-- Data to use follows --

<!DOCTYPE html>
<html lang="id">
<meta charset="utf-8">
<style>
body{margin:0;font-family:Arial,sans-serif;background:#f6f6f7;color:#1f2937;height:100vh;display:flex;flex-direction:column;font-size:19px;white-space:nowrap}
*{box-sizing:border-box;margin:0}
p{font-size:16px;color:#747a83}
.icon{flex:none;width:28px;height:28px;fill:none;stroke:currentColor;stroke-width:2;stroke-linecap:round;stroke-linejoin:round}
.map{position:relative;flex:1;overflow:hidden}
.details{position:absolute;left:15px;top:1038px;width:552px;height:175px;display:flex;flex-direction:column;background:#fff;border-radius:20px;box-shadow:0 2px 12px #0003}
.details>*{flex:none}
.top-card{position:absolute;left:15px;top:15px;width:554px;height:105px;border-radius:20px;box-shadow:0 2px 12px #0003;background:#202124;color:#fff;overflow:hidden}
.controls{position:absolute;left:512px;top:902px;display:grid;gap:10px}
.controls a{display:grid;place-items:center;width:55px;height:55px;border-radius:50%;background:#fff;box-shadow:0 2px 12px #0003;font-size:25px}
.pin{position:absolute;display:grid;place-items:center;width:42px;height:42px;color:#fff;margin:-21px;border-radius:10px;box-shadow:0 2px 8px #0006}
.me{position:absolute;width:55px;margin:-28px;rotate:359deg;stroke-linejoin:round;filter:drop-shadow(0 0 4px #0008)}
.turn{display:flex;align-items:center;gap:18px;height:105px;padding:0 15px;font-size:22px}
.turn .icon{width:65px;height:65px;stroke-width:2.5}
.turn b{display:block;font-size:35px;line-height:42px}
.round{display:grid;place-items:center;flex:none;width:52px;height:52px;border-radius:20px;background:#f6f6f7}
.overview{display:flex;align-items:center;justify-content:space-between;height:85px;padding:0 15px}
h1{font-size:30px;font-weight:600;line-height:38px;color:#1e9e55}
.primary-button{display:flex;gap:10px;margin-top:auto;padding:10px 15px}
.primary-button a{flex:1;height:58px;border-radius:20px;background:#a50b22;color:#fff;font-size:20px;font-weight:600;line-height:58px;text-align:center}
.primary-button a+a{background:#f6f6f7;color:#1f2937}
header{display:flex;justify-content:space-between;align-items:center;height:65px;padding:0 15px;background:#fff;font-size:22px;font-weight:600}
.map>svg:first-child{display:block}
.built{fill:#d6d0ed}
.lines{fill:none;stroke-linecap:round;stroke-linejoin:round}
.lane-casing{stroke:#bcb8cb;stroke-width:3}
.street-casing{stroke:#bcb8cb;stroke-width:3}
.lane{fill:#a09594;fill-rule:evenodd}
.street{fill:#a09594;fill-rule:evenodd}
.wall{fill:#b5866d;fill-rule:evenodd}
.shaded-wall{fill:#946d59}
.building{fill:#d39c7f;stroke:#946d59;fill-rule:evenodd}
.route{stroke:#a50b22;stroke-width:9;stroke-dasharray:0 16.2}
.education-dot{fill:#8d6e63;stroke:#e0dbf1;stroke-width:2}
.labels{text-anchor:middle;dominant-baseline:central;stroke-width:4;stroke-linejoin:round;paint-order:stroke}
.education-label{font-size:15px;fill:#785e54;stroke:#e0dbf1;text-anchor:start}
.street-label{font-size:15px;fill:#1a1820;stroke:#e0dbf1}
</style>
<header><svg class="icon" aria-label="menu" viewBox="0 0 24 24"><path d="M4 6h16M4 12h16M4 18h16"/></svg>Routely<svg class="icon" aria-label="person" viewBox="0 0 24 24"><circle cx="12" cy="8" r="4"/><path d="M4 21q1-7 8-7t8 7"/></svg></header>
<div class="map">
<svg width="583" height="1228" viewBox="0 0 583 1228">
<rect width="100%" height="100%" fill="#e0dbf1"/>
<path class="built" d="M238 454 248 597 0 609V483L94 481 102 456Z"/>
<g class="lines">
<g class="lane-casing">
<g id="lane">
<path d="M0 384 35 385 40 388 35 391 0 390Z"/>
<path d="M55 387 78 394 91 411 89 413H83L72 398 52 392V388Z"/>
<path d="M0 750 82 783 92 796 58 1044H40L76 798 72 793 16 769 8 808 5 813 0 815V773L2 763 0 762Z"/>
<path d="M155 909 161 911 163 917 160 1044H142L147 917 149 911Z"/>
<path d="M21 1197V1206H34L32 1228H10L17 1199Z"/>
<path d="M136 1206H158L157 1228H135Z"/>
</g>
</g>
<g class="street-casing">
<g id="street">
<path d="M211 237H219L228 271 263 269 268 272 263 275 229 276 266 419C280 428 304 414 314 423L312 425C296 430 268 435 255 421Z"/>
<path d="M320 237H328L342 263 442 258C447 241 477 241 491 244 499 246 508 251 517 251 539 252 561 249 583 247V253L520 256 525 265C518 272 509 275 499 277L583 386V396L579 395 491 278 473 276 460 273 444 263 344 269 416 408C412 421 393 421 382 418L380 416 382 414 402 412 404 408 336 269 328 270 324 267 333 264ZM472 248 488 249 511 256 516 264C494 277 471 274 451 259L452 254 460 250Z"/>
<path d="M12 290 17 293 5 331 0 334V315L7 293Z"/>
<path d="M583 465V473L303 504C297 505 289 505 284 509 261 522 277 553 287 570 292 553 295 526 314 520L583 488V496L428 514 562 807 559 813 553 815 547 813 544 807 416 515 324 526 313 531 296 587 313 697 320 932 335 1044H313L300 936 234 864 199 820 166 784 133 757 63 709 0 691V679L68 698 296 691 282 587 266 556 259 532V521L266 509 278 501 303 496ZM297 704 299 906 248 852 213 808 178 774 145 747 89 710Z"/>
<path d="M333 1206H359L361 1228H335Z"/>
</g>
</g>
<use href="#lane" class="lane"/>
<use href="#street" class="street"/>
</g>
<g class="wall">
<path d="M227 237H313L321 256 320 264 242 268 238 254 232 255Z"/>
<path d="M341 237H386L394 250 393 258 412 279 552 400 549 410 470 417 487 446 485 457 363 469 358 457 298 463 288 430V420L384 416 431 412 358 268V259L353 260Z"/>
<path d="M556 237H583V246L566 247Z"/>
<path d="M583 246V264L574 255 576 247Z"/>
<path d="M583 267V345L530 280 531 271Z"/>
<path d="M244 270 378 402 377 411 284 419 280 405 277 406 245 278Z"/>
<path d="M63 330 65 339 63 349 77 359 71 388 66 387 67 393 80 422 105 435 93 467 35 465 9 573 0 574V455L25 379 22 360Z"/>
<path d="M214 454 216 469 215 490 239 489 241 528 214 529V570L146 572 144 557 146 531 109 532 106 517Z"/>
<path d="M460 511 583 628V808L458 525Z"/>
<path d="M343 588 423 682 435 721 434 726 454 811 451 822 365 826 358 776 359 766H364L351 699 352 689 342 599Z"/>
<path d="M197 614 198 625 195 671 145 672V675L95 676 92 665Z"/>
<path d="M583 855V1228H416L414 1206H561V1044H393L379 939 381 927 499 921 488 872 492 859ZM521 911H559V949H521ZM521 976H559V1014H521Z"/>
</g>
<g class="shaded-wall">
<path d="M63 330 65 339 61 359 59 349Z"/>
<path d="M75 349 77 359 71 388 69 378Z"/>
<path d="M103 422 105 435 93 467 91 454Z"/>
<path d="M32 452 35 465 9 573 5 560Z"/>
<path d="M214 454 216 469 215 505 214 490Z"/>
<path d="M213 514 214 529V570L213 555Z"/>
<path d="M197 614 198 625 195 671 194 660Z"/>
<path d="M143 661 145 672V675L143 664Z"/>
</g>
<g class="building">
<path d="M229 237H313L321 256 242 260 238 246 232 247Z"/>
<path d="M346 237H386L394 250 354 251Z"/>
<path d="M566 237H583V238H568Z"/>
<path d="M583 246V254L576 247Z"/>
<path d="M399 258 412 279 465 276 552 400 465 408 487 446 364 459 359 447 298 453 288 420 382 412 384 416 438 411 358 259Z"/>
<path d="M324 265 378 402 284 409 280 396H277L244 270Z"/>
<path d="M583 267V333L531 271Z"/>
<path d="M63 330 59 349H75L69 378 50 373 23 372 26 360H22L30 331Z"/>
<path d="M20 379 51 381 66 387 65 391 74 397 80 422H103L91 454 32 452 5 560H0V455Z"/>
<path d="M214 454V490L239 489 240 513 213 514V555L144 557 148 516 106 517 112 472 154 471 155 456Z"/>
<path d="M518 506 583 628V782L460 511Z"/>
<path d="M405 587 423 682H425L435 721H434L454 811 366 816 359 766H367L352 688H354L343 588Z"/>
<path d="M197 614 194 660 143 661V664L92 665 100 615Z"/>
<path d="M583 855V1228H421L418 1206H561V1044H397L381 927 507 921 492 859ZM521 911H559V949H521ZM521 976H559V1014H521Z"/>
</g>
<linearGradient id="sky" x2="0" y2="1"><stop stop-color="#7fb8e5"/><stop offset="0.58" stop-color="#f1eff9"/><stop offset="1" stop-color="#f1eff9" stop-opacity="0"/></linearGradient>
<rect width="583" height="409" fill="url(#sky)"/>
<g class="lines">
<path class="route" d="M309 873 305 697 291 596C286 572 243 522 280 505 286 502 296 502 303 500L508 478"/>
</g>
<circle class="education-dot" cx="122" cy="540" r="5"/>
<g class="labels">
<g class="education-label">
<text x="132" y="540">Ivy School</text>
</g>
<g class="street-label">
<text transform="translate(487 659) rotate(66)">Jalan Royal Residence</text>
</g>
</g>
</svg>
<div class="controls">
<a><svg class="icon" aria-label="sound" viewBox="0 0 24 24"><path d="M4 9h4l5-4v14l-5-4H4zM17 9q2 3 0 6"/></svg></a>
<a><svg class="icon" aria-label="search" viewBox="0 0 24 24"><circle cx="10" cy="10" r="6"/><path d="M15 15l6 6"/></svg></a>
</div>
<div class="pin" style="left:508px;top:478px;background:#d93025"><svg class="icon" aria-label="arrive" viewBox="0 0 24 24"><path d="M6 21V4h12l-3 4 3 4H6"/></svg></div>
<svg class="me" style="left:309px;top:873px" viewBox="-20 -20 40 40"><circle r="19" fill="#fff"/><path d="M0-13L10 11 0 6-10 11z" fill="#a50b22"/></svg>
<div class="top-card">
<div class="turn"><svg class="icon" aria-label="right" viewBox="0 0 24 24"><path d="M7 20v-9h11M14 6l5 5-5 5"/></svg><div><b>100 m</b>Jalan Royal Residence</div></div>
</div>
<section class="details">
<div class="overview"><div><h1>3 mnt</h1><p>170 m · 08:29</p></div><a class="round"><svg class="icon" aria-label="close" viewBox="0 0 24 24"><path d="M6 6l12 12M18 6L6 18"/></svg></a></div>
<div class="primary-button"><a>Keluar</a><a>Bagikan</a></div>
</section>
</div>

-- Data to use concluded --

Your task is to copy each line of the entries that includes the word "evenodd".

.lane{fill:#a09594;fill-rule:evenodd}
.street{fill:#a09594;fill-rule:evenodd}
.wall{fill:#b5866d;fill-rule:evenodd}
.building{fill:#d39c7f;stroke:#946d59;fill-rule:evenodd}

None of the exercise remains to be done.